§ **Saved entries**:
▬▬▬▬▬▬▬▬▬▬

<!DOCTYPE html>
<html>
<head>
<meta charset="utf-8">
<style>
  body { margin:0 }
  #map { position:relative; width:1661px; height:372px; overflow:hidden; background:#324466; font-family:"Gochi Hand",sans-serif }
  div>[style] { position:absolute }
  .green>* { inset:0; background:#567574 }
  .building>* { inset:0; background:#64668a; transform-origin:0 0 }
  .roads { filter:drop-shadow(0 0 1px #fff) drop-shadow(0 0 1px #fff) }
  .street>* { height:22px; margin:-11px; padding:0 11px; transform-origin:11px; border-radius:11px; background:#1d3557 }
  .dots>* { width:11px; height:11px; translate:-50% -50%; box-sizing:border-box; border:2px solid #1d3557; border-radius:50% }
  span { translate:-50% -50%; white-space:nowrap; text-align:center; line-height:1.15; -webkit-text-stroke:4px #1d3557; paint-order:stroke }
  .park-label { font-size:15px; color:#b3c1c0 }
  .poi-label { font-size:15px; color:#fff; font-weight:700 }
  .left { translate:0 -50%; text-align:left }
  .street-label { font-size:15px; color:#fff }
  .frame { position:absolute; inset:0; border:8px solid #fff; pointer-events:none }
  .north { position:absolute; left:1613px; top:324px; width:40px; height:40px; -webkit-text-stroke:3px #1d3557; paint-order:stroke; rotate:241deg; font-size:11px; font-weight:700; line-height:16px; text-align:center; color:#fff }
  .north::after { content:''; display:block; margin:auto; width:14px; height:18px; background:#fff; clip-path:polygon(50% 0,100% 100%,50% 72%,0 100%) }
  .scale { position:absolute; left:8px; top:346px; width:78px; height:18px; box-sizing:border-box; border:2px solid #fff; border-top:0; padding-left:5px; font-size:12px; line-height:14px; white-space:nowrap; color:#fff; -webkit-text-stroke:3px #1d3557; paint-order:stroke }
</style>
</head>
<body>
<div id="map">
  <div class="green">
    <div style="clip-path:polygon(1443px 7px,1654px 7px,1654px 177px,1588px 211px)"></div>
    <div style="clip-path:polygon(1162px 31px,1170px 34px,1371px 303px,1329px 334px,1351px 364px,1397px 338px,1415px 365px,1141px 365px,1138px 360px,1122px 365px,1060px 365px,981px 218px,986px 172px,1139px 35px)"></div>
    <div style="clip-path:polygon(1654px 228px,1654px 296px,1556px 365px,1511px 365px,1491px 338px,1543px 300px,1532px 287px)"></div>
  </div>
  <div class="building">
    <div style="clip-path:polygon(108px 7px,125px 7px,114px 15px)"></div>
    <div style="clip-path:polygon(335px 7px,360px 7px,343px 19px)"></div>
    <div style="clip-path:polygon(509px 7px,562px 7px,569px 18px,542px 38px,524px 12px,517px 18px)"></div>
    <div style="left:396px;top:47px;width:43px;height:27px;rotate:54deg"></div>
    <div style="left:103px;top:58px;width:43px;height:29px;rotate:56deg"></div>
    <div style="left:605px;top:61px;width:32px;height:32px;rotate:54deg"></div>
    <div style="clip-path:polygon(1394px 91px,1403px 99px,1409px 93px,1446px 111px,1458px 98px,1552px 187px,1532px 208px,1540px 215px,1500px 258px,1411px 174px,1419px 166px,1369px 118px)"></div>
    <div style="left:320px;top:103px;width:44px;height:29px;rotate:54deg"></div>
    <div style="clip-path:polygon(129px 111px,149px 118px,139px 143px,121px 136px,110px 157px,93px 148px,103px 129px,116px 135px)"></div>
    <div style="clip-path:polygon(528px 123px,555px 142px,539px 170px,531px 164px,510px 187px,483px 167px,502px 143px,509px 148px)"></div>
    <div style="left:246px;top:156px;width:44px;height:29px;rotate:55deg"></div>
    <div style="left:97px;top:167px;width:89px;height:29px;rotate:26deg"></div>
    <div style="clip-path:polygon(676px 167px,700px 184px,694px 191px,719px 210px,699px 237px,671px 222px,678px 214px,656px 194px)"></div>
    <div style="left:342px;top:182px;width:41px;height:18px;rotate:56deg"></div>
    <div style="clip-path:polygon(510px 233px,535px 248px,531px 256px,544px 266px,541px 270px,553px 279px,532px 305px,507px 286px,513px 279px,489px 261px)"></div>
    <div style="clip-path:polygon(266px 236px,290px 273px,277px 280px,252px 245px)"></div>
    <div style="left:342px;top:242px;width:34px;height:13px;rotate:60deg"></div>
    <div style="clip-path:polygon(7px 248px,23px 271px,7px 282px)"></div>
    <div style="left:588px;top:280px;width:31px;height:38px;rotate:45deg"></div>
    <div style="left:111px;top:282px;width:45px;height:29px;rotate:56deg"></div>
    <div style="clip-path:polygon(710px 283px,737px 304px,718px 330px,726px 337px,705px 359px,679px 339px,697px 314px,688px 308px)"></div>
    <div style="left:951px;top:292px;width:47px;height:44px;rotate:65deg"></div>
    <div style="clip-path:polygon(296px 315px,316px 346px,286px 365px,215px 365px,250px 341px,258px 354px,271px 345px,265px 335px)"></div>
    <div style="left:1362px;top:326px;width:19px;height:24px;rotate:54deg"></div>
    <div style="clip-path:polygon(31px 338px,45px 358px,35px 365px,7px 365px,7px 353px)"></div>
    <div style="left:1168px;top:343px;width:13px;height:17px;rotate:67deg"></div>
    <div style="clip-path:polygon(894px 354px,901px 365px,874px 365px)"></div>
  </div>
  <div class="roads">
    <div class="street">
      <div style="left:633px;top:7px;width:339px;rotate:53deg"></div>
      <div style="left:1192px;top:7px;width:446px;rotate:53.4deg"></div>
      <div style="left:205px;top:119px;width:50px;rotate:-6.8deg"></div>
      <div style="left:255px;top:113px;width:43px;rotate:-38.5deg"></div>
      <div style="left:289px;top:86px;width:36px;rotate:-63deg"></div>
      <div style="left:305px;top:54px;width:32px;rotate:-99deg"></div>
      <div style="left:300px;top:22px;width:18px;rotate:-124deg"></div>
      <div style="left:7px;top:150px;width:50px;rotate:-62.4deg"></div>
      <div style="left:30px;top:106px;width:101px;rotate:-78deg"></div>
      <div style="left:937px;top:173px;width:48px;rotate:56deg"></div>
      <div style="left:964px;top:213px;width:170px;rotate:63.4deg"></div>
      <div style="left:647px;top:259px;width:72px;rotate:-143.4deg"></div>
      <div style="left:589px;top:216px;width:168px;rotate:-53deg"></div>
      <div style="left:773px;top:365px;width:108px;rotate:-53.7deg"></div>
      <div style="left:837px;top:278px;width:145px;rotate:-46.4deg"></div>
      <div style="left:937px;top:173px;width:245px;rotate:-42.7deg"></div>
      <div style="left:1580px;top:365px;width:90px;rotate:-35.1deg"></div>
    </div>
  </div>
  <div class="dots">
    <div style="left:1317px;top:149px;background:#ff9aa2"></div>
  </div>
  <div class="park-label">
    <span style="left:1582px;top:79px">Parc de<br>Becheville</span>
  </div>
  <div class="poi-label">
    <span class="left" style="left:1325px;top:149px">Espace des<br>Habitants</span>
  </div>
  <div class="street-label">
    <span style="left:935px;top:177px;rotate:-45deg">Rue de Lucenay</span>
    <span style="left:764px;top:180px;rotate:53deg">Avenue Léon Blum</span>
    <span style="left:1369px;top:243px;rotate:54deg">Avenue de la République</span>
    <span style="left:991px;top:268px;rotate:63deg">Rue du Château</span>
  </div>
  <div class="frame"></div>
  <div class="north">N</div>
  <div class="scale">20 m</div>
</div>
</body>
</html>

▬▬▬▬▬▬▬▬▬▬

§ **Directions**:
Please set down again, word for word, only the lines from the start of the entries through the line with "font-size:15px; color:#fff; font-weight:700", both ends included.

§ **Result of the exercise**:
<!DOCTYPE html>
<html>
<head>
<meta charset="utf-8">
<style>
  body { margin:0 }
  #map { position:relative; width:1661px; height:372px; overflow:hidden; background:#324466; font-family:"Gochi Hand",sans-serif }
  div>[style] { position:absolute }
  .green>* { inset:0; background:#567574 }
  .building>* { inset:0; background:#64668a; transform-origin:0 0 }
  .roads { filter:drop-shadow(0 0 1px #fff) drop-shadow(0 0 1px #fff) }
  .street>* { height:22px; margin:-11px; padding:0 11px; transform-origin:11px; border-radius:11px; background:#1d3557 }
  .dots>* { width:11px; height:11px; translate:-50% -50%; box-sizing:border-box; border:2px solid #1d3557; border-radius:50% }
  span { translate:-50% -50%; white-space:nowrap; text-align:center; line-height:1.15; -webkit-text-stroke:4px #1d3557; paint-order:stroke }
  .park-label { font-size:15px; color:#b3c1c0 }
  .poi-label { font-size:15px; color:#fff; font-weight:700 }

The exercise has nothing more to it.